The box’s first exhibition

Antin had not quite finished Blood of a Poet Box when it was first exhibited in her debut exhibition, entitled Flower Power: Eleanor Antin: Collages and Constructions and held at Long Island University, The Brooklyn Center, in 1968.12 The exhibition was suggested by Dana Collins, a painter who taught and exhibited there and who wrote to Antin in January 1968 to propose the idea.13 Antin showed Blood of a Poet Box alongside a group of collages made from pages cut from art magazines. A handful of the box’s slots remained unoccupied at the time, but Antin included the work in the show anyway. Its incomplete state at the time of exhibition and her decision to display the box alongside the equipment that she had used to extract the blood samples – rubbing alcohol, sewing needles and a bottle of the chemical xylol – support the idea that the process was important to Antin as well as the finished object.14 Although it was a last-minute addition to the exhibition, the piece gained some attention: explicit mention of it was made in several reviews of the show, including in the Village Voice, the Brooklyn Heights Press and the New York Times, whose critic Grace Glueck declared it the show’s ‘star exhibit’.15 Nonetheless, according to Antin the gallery itself, housed on the campus of a Catholic institution, expressed dismay at the work and asked that it be removed from the exhibition, reflecting a sensitivity, perhaps, to the way in which Antin’s blood samples mimicked the format of religious reliquaries and other sacred imagery.

Antin’s Flower Power exhibition was small in scale and staged in a lesser-known venue – reasons, perhaps, why it has been relegated to a footnote in art historical writing that has focused on projects by Antin that were more ambitious in scale and more widely known, such as 100 Boots. While the collages that comprised the main body of the show represented a brief foray into that medium, the ideas expressed in Blood of a Poet Box would be developed into some of Antin’s best-known work. Nonetheless, Blood of a Poet Box has received comparatively little attention in the art historical literature on Antin, which has tended to focus on performance works that are more explicitly feminist in approach or that sit more clearly within the field of performance art. Yet this early work remains one of Antin’s most significant.

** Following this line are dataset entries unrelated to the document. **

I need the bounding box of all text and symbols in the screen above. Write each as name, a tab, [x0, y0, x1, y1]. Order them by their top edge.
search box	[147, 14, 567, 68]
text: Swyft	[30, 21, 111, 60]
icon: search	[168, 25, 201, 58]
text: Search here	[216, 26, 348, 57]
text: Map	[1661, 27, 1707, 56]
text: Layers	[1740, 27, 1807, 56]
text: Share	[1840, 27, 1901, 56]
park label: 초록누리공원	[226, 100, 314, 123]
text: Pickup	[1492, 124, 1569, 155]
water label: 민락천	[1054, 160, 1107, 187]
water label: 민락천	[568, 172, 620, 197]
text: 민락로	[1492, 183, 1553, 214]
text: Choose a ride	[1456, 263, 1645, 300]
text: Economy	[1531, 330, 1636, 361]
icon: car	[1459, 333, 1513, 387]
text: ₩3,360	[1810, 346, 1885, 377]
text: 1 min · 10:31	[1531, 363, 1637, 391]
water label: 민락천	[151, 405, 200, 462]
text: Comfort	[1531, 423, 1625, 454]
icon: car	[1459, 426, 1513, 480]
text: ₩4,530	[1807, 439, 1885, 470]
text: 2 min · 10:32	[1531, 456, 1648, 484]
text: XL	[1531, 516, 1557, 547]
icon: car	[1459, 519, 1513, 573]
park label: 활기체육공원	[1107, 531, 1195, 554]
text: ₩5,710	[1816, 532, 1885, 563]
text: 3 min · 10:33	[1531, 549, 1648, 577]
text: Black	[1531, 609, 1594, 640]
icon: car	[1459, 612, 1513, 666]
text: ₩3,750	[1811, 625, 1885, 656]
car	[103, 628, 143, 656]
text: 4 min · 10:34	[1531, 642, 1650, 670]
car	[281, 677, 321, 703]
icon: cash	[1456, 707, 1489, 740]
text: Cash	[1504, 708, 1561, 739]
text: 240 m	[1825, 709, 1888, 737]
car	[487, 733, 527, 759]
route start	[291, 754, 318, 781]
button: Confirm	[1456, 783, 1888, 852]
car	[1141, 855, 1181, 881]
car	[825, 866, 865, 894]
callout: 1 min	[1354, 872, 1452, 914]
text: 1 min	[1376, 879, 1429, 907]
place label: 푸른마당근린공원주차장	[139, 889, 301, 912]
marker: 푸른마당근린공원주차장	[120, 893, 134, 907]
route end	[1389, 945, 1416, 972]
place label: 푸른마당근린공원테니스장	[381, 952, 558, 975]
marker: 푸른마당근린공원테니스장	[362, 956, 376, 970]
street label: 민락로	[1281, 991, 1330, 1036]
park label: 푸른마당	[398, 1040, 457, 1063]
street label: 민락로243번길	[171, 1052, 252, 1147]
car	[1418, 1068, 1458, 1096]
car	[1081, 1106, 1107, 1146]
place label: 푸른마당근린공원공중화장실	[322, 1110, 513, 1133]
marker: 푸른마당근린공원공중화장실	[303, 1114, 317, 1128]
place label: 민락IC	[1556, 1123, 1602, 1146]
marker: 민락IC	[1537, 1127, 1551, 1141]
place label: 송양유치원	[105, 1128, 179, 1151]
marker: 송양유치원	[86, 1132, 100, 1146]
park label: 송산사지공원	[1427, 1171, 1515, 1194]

This In Focus project seeks to rectify this omission, proposing Blood of a Poet Box as a crucial work among Antin’s oeuvre and situating it within the context of her ongoing artistic concerns, her major influences, and the contemporaneous art movements of the period. It analyses Antin’s project in relation to the New York poetry scene in which it was created, and the intermedia experiments reflected in her expansive definition of the term ‘poet’. It looks at the work’s connection to artistic, political and scientific debates about identity, as well as the history and conventions of portraiture as a means of depicting the self. It frames Blood of a Poet Box both in relation to historical precedents, such as Marcel Duchamp and Jean Cocteau, and to contemporary artistic practice, including the Fluxus movement. An interview with Antin conducted especially for this publication reveals her inspiration for the work and its meaning for her later in life. In addition, this In Focus reproduces ‘A Long Poem for Eleanor Who Collects the Blood of Poets’, a poetic homage written in 1965 by Diane Wakoski, whose blood is held in the second slide in Blood of a Poet Box.